#### [Prompt]
Please give again every entry exactly as it appears, setting aside the pictures.
##############################
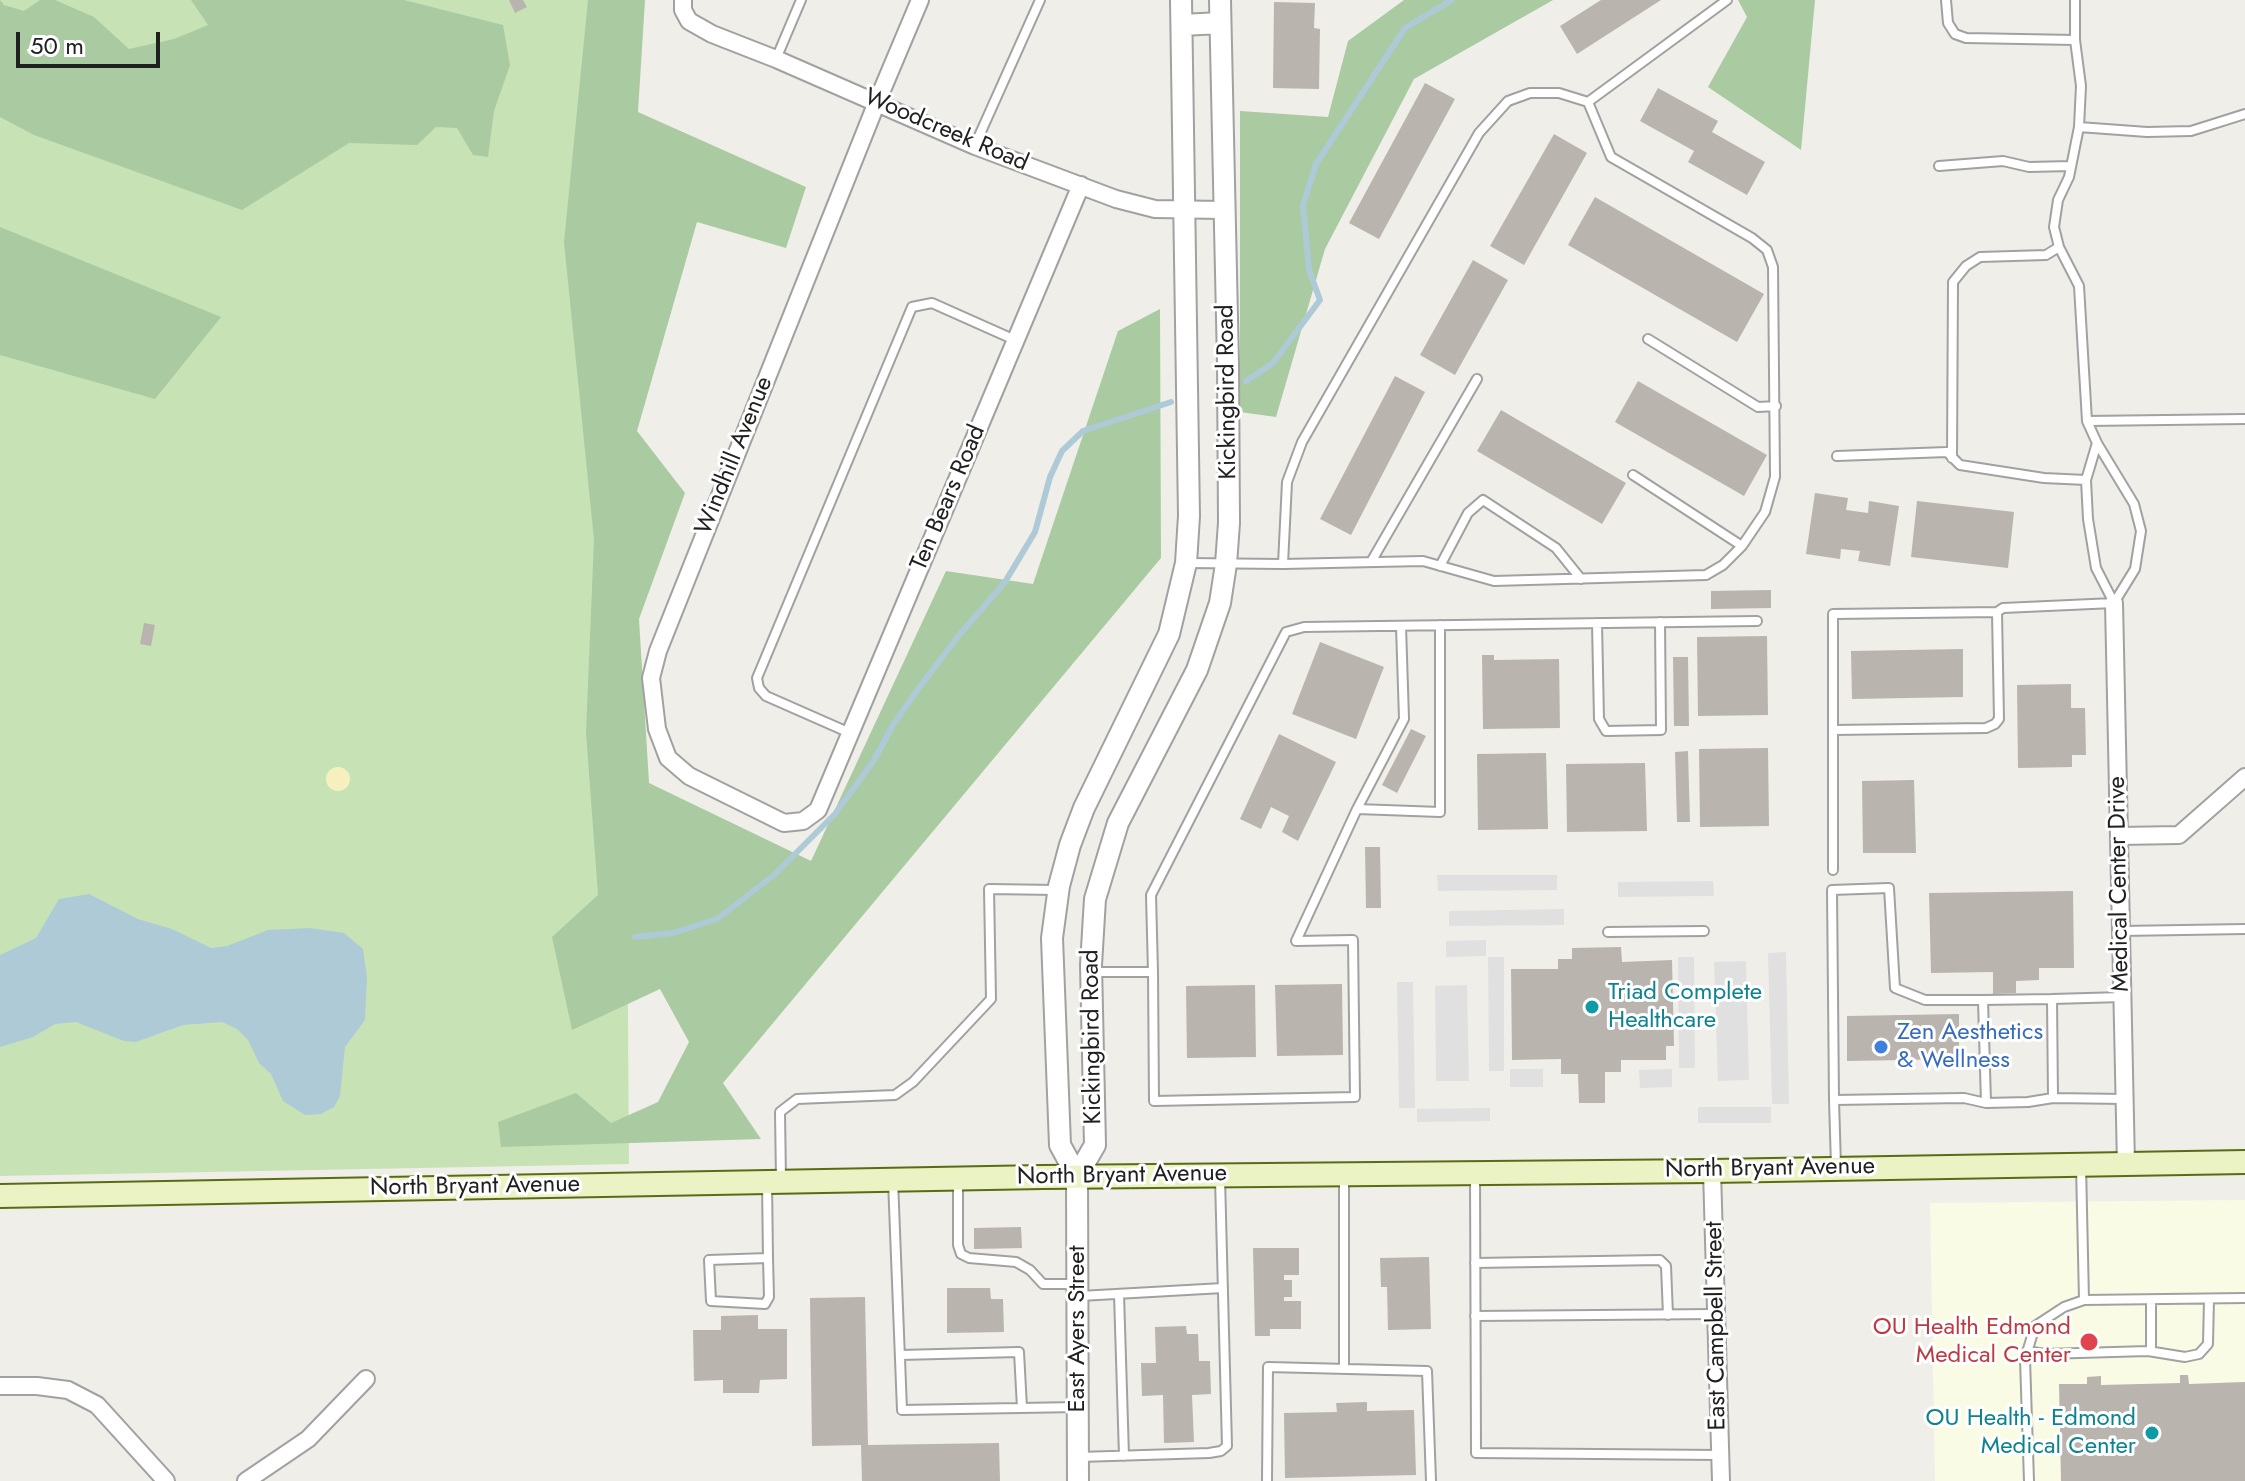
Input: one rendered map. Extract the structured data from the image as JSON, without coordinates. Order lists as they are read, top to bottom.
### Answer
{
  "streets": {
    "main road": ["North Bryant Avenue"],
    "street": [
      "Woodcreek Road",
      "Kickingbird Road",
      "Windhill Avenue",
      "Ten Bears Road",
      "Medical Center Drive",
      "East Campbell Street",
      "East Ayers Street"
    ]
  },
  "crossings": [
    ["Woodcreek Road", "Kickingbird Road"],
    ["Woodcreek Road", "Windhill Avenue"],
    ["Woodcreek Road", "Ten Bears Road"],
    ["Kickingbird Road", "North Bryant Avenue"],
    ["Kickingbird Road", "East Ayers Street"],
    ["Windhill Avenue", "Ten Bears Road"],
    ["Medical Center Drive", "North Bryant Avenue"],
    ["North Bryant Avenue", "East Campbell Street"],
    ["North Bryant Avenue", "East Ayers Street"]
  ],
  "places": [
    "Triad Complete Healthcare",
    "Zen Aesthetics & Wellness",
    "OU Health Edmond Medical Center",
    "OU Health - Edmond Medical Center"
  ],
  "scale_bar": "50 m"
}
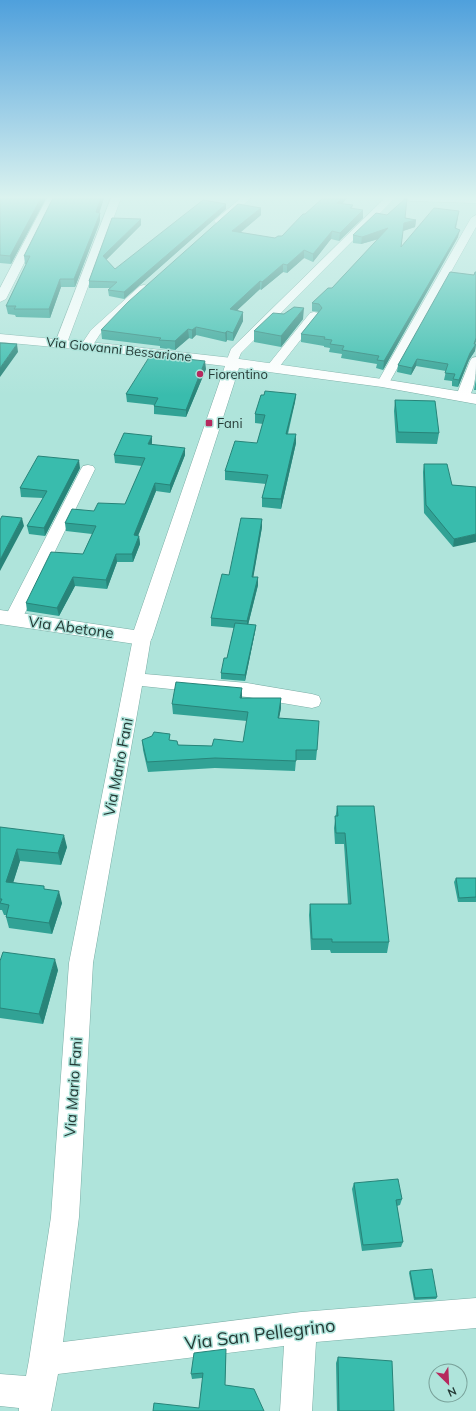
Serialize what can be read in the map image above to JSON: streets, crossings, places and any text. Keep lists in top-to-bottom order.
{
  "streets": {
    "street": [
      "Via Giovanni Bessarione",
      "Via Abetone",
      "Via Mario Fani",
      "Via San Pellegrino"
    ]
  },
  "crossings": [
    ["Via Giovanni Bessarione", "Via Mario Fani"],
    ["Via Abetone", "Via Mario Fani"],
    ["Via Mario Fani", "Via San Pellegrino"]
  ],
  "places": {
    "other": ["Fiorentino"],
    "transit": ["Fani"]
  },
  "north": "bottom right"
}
##############################
#### [Final answer]
Input: one rendered map. Extract the structured data from the image as JSON, without coordinates. Order lists as they are read, top to bottom.
### Answer
{
  "streets": {
    "main road": ["North Bryant Avenue"],
    "street": [
      "Woodcreek Road",
      "Kickingbird Road",
      "Windhill Avenue",
      "Ten Bears Road",
      "Medical Center Drive",
      "East Campbell Street",
      "East Ayers Street"
    ]
  },
  "crossings": [
    ["Woodcreek Road", "Kickingbird Road"],
    ["Woodcreek Road", "Windhill Avenue"],
    ["Woodcreek Road", "Ten Bears Road"],
    ["Kickingbird Road", "North Bryant Avenue"],
    ["Kickingbird Road", "East Ayers Street"],
    ["Windhill Avenue", "Ten Bears Road"],
    ["Medical Center Drive", "North Bryant Avenue"],
    ["North Bryant Avenue", "East Campbell Street"],
    ["North Bryant Avenue", "East Ayers Street"]
  ],
  "places": [
    "Triad Complete Healthcare",
    "Zen Aesthetics & Wellness",
    "OU Health Edmond Medical Center",
    "OU Health - Edmond Medical Center"
  ],
  "scale_bar": "50 m"
}
Serialize what can be read in the map image above to JSON: streets, crossings, places and any text. Keep lists in top-to-bottom order.
{
  "streets": {
    "street": [
      "Via Giovanni Bessarione",
      "Via Abetone",
      "Via Mario Fani",
      "Via San Pellegrino"
    ]
  },
  "crossings": [
    ["Via Giovanni Bessarione", "Via Mario Fani"],
    ["Via Abetone", "Via Mario Fani"],
    ["Via Mario Fani", "Via San Pellegrino"]
  ],
  "places": {
    "other": ["Fiorentino"],
    "transit": ["Fani"]
  },
  "north": "bottom right"
}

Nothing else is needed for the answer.